• [Exercise] Output the listing below verbatim.

-- Opening Marker --

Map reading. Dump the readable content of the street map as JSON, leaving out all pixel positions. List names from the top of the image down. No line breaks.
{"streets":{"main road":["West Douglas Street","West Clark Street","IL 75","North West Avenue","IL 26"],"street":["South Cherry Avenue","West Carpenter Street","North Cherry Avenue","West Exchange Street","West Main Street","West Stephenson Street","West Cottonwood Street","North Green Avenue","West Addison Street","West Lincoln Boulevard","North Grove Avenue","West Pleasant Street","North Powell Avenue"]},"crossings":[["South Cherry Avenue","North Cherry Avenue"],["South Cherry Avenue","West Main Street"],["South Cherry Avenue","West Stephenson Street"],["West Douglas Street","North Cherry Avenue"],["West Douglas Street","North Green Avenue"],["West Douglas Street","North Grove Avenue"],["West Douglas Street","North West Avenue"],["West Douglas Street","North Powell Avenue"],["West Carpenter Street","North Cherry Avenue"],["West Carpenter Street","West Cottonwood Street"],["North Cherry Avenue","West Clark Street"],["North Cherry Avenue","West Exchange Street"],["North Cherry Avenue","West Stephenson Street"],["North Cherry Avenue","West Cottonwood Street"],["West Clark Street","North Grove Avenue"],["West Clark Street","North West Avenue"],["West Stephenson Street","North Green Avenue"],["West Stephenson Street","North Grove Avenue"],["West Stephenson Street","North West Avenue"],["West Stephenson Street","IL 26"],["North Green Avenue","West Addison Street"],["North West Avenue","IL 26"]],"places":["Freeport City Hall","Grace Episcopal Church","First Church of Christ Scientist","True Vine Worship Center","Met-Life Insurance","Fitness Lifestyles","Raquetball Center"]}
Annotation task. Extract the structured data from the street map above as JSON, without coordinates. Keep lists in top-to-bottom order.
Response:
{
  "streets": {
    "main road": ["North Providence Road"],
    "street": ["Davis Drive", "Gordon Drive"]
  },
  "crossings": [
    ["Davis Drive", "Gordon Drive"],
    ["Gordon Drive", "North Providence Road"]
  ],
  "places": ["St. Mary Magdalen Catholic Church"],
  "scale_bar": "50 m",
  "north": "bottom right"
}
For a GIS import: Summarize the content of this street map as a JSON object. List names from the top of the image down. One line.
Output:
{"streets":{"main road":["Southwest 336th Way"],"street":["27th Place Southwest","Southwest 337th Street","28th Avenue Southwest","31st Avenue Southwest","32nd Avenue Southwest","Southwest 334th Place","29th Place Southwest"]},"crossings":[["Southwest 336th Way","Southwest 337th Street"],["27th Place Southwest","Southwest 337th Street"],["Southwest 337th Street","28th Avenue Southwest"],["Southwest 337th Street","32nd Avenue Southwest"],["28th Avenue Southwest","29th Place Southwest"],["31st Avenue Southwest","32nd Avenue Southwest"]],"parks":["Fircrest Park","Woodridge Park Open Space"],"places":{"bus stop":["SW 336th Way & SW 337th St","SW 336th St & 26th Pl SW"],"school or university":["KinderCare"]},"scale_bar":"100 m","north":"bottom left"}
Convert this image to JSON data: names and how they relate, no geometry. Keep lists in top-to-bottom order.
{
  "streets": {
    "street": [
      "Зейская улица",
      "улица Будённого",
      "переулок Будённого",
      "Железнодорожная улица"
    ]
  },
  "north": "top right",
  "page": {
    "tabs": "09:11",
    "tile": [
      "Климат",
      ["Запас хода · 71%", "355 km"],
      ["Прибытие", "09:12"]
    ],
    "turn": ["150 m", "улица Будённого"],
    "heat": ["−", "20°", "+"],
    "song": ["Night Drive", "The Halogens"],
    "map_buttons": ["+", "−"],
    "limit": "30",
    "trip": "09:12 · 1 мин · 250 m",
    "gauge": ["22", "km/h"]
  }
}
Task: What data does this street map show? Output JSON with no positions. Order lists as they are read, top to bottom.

-- Closing Marker --

• [Answer section]
Map reading. Dump the readable content of the street map as JSON, leaving out all pixel positions. List names from the top of the image down. No line breaks.
{"streets":{"main road":["West Douglas Street","West Clark Street","IL 75","North West Avenue","IL 26"],"street":["South Cherry Avenue","West Carpenter Street","North Cherry Avenue","West Exchange Street","West Main Street","West Stephenson Street","West Cottonwood Street","North Green Avenue","West Addison Street","West Lincoln Boulevard","North Grove Avenue","West Pleasant Street","North Powell Avenue"]},"crossings":[["South Cherry Avenue","North Cherry Avenue"],["South Cherry Avenue","West Main Street"],["South Cherry Avenue","West Stephenson Street"],["West Douglas Street","North Cherry Avenue"],["West Douglas Street","North Green Avenue"],["West Douglas Street","North Grove Avenue"],["West Douglas Street","North West Avenue"],["West Douglas Street","North Powell Avenue"],["West Carpenter Street","North Cherry Avenue"],["West Carpenter Street","West Cottonwood Street"],["North Cherry Avenue","West Clark Street"],["North Cherry Avenue","West Exchange Street"],["North Cherry Avenue","West Stephenson Street"],["North Cherry Avenue","West Cottonwood Street"],["West Clark Street","North Grove Avenue"],["West Clark Street","North West Avenue"],["West Stephenson Street","North Green Avenue"],["West Stephenson Street","North Grove Avenue"],["West Stephenson Street","North West Avenue"],["West Stephenson Street","IL 26"],["North Green Avenue","West Addison Street"],["North West Avenue","IL 26"]],"places":["Freeport City Hall","Grace Episcopal Church","First Church of Christ Scientist","True Vine Worship Center","Met-Life Insurance","Fitness Lifestyles","Raquetball Center"]}
Annotation task. Extract the structured data from the street map above as JSON, without coordinates. Keep lists in top-to-bottom order.
Response:
{
  "streets": {
    "main road": ["North Providence Road"],
    "street": ["Davis Drive", "Gordon Drive"]
  },
  "crossings": [
    ["Davis Drive", "Gordon Drive"],
    ["Gordon Drive", "North Providence Road"]
  ],
  "places": ["St. Mary Magdalen Catholic Church"],
  "scale_bar": "50 m",
  "north": "bottom right"
}
For a GIS import: Summarize the content of this street map as a JSON object. List names from the top of the image down. One line.
Output:
{"streets":{"main road":["Southwest 336th Way"],"street":["27th Place Southwest","Southwest 337th Street","28th Avenue Southwest","31st Avenue Southwest","32nd Avenue Southwest","Southwest 334th Place","29th Place Southwest"]},"crossings":[["Southwest 336th Way","Southwest 337th Street"],["27th Place Southwest","Southwest 337th Street"],["Southwest 337th Street","28th Avenue Southwest"],["Southwest 337th Street","32nd Avenue Southwest"],["28th Avenue Southwest","29th Place Southwest"],["31st Avenue Southwest","32nd Avenue Southwest"]],"parks":["Fircrest Park","Woodridge Park Open Space"],"places":{"bus stop":["SW 336th Way & SW 337th St","SW 336th St & 26th Pl SW"],"school or university":["KinderCare"]},"scale_bar":"100 m","north":"bottom left"}
Convert this image to JSON data: names and how they relate, no geometry. Keep lists in top-to-bottom order.
{
  "streets": {
    "street": [
      "Зейская улица",
      "улица Будённого",
      "переулок Будённого",
      "Железнодорожная улица"
    ]
  },
  "north": "top right",
  "page": {
    "tabs": "09:11",
    "tile": [
      "Климат",
      ["Запас хода · 71%", "355 km"],
      ["Прибытие", "09:12"]
    ],
    "turn": ["150 m", "улица Будённого"],
    "heat": ["−", "20°", "+"],
    "song": ["Night Drive", "The Halogens"],
    "map_buttons": ["+", "−"],
    "limit": "30",
    "trip": "09:12 · 1 мин · 250 m",
    "gauge": ["22", "km/h"]
  }
}
Task: What data does this street map show? Output JSON with no positions. Order lists as they are read, top to bottom.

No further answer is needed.